Sensitivity analysis methods
This study employed two qualitative SA methods to perform the parameter screening: multivariate adaptive regression splines (MARS) and random forests (RF). Moreover, to validate the parameter screening results obtained by the qualitative methods, the sparse polynomial chaos expansion (PCE)-based Sobol’ method (SPC) was applied to compute the total effects of the parameters.
Multivariate adaptive regression splines
The MARS method (Friedman 1991) is a generalization of the stepwise linear regression, and it is suitable for high-dimensional problems. We call the two expanded piecewise linear basis functions (x − t)+ and (t − x)+ used in the MARS the reflected pair, where t is a constant called the knot. Our aim is to form reflected pairs for each parameter Xj with knots at each xij value for that input.
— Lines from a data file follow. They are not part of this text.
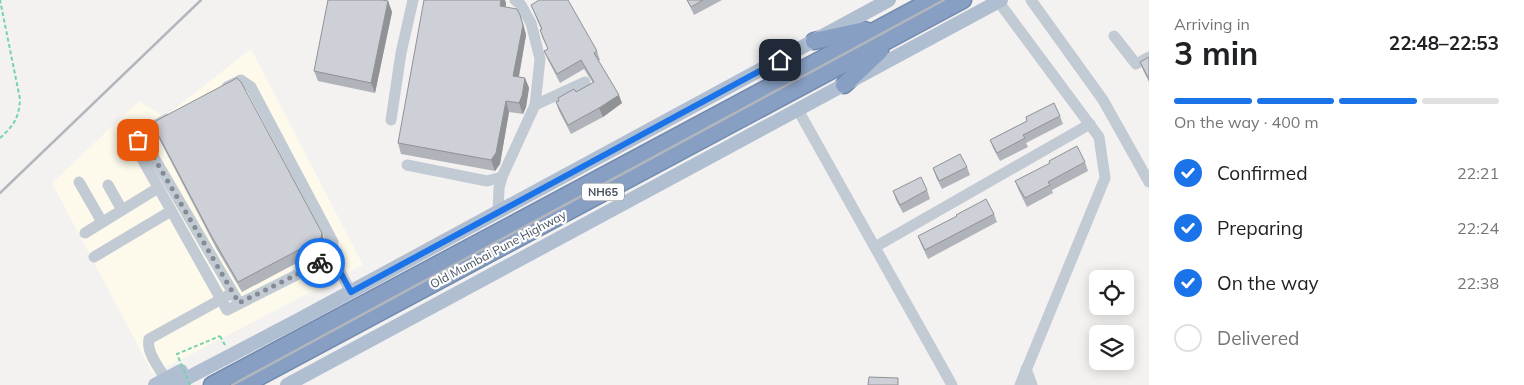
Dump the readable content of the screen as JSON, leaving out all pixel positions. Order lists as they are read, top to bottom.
{
  "streets": {
    "highway": ["NH65", "Old Mumbai Pune Highway"]
  },
  "page": {
    "heading": ["3 min", "Arriving in", "22:48–22:53"],
    "bar": "On the way · 400 m",
    "list": [
      ["Confirmed", "22:21"],
      ["Preparing", "22:24"],
      ["On the way", "22:38"],
      "Delivered"
    ]
  }
}
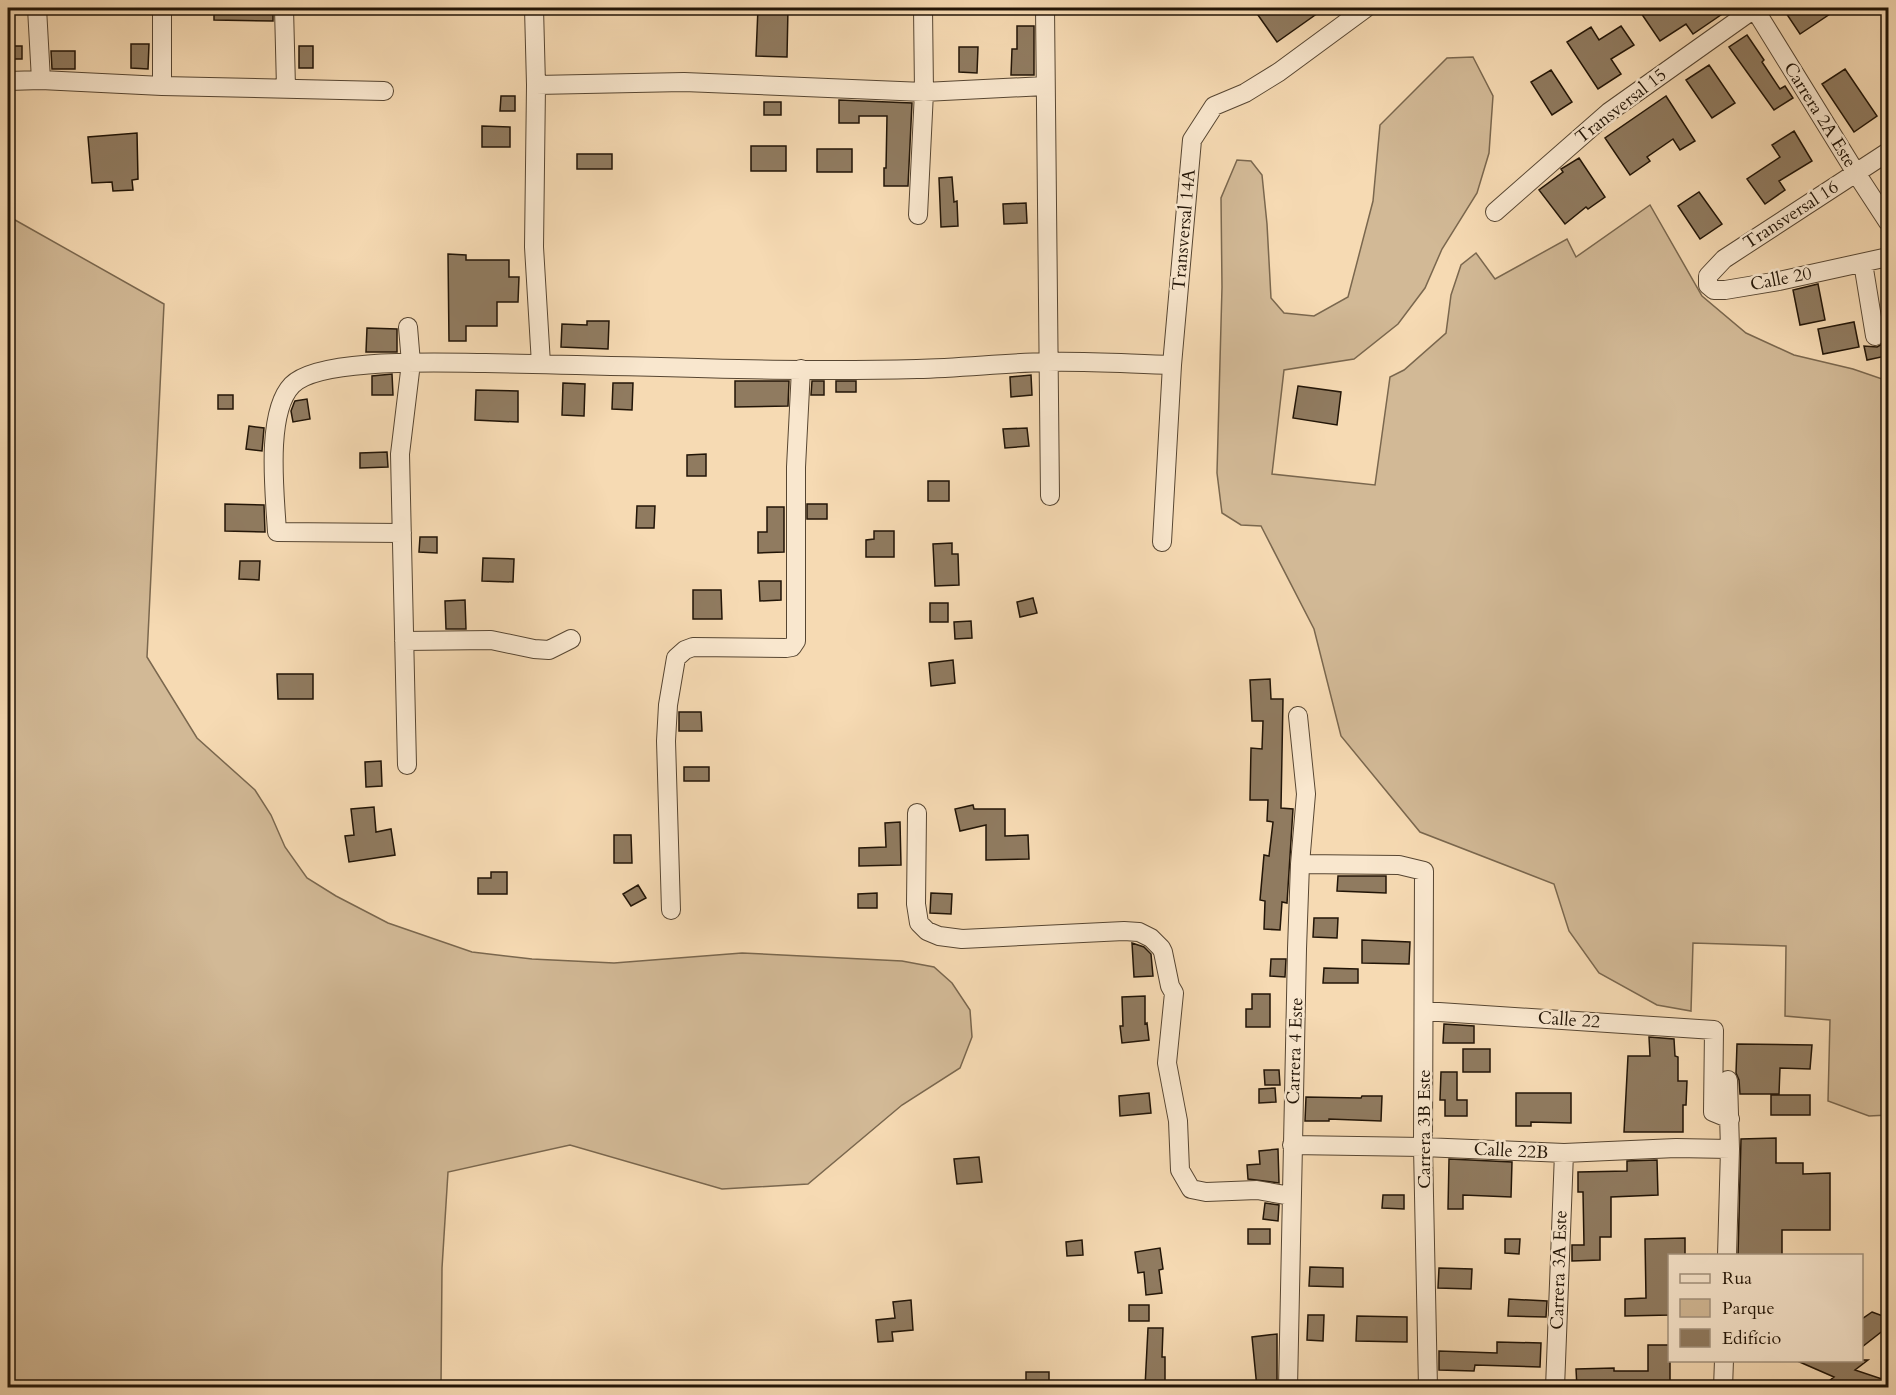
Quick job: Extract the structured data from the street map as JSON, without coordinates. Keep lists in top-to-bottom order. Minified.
{"streets":{"street":["Transversal 15","Carrera 2A Este","Transversal 16","Transversal 14A","Calle 20","Calle 22","Carrera 4 Este","Carrera 3B Este","Calle 22B","Carrera 3A Este"]},"crossings":[["Transversal 15","Carrera 2A Este"],["Carrera 2A Este","Transversal 16"],["Transversal 16","Calle 20"],["Calle 22","Carrera 3B Este"],["Carrera 4 Este","Carrera 3B Este"],["Carrera 4 Este","Calle 22B"],["Carrera 3B Este","Calle 22B"],["Calle 22B","Carrera 3A Este"]],"legend":["Rua","Parque","Edifício"]}
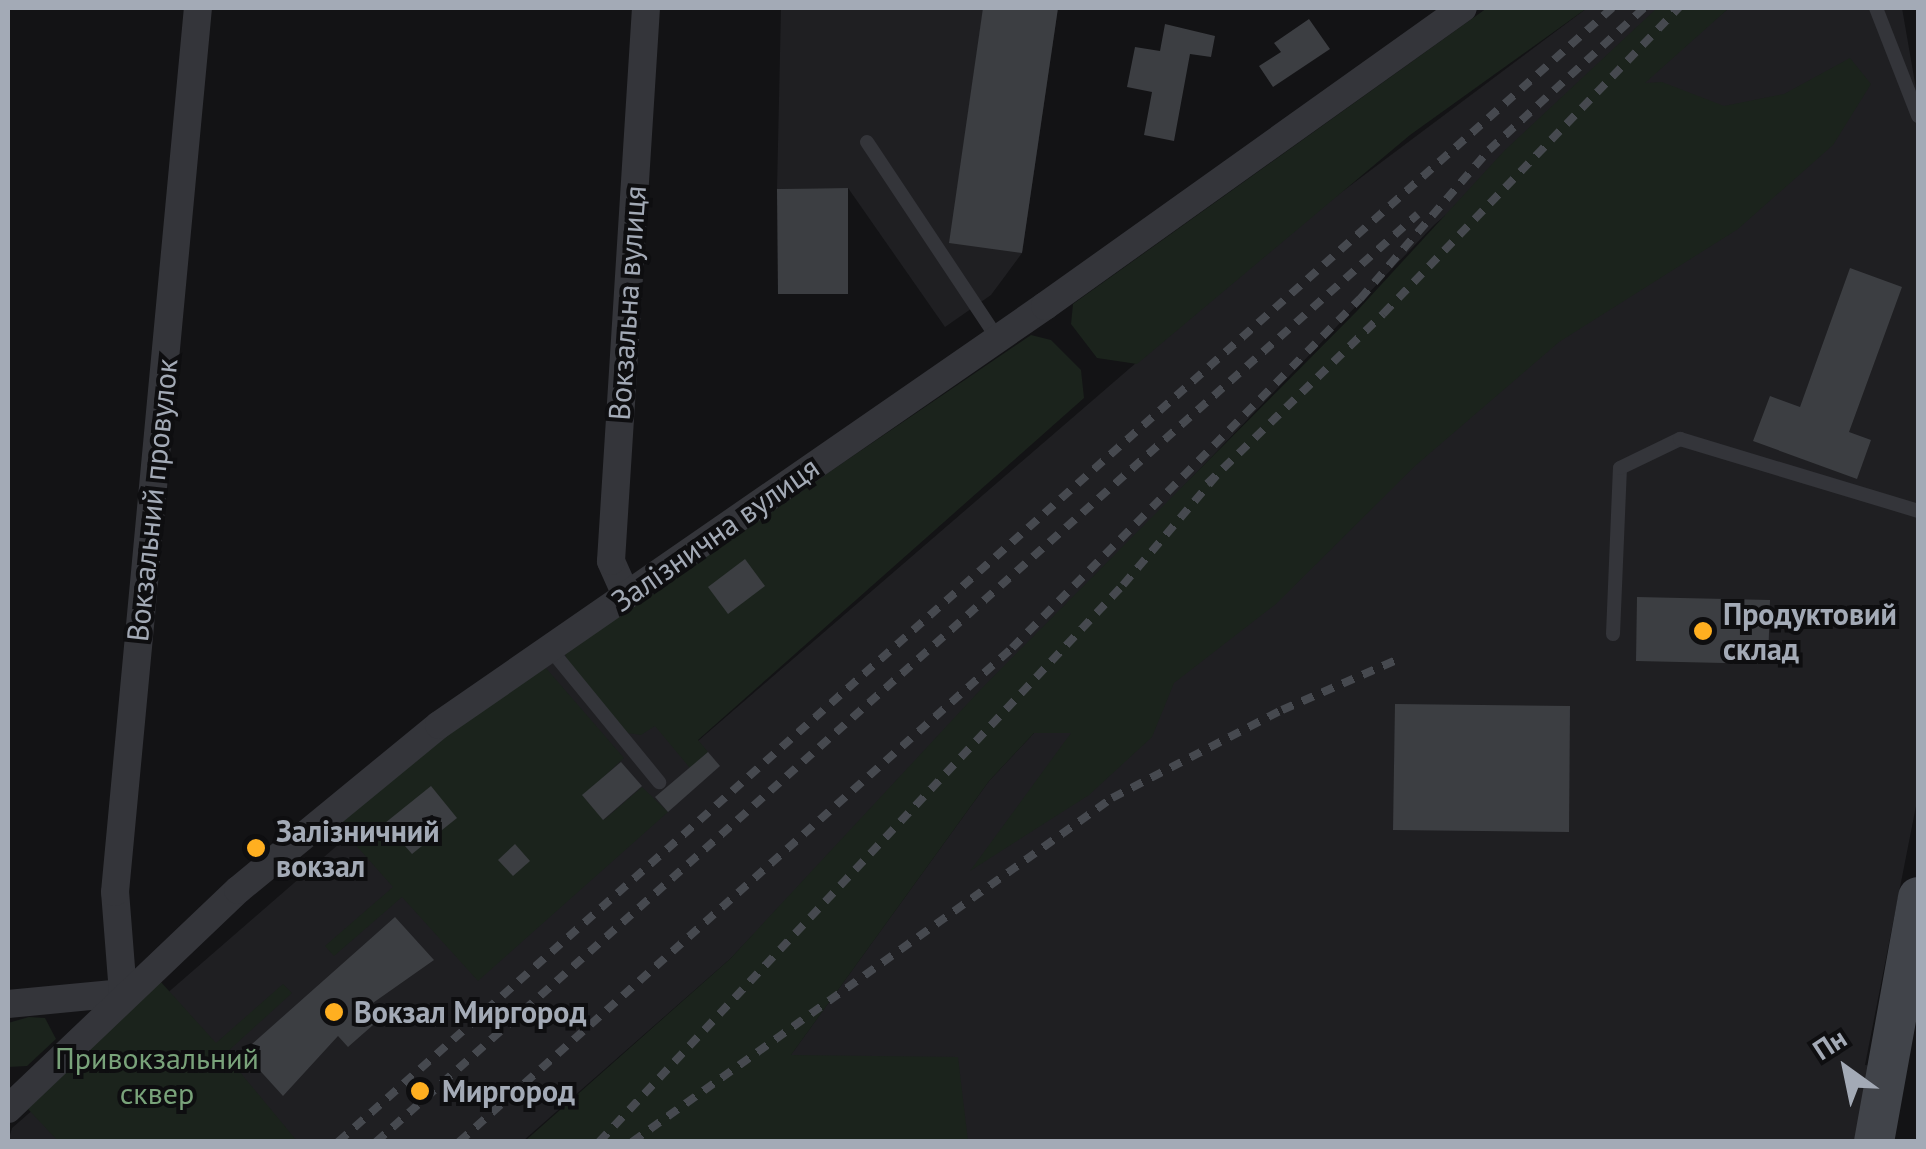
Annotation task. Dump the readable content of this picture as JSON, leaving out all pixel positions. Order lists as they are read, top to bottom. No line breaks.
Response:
{"streets":{"street":["Вокзальна вулиця","Вокзальний провулок","Залізнична вулиця"]},"crossings":[["Вокзальна вулиця","Залізнична вулиця"],["Вокзальний провулок","Залізнична вулиця"]],"parks":["Привокзальний сквер"],"places":["Продуктовий склад","Залізничний вокзал","Вокзал Миргород","Миргород"],"north":"top left"}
Therefore, the collection of basic functions is
$$ \mathrm{C}=\left\{{\left({X}_j-t\right)}_{+},{\left(t-{X}_j\right)}_{+}\right\}\left(t\in \left\{{x}_{1j},{x}_{2j},\cdots, {x}_{Nj}\right\},j=1,2,\cdots, p\right) $$
(2)
where N represents the number of samples, p represents the total number of adjustable parameters, and Xj represents the j-th adjustable parameter.
The MARS method includes a forward procedure and backward procedure. First, we build a forward stepwise linear regression using the functions from the set C and its products. Thus, the model has the form
$$ f(X)={\beta}_0+\sum \limits_{m=1}^M{\beta}_m{h}_m(X) $$
(3)
where β0 represents the intercept, βm represents the slope, and f(X) corresponds to the predicted value of the observable variables (i.e., the output variables), such as temperature or precipitation. Both β0 and βm are regression coefficients in the regression model, and their values are estimated by minimizing the residual sum-of-squares. Each hm(X) is a function of C or a product of two or more similar functions, and M represents the number of functions. Equation (3) is a regression model that can predict the value of the observable variable yi with the parameter value X.
This model typically overfits the data; therefore, a backward deletion procedure should be applied. The term whose removal causes the smallest increase in the residual squared error is deleted from the model at each stage to produce an estimated best model (\( \hat{f_{\lambda }} \)) for each size (number of terms) of λ. The MARS procedure uses generalized cross-validation (GCV) to estimate the optimal value of λ:
$$ \mathrm{GCV}\left(\lambda \right)=\frac{\sum \limits_{i=1}^n{\left({y}_i-\hat{f_{\lambda }}\left({x}_i\right)\right)}^2}{{\left(1-M\left(\lambda \right)/n\right)}^2} $$
(4)
where n represents the number of observations, yi represents the ith observation, \( \hat{f_{\lambda }}\left({x}_i\right) \) represents the estimated value of yi, and M(λ) represents the number of effective parameters in the model.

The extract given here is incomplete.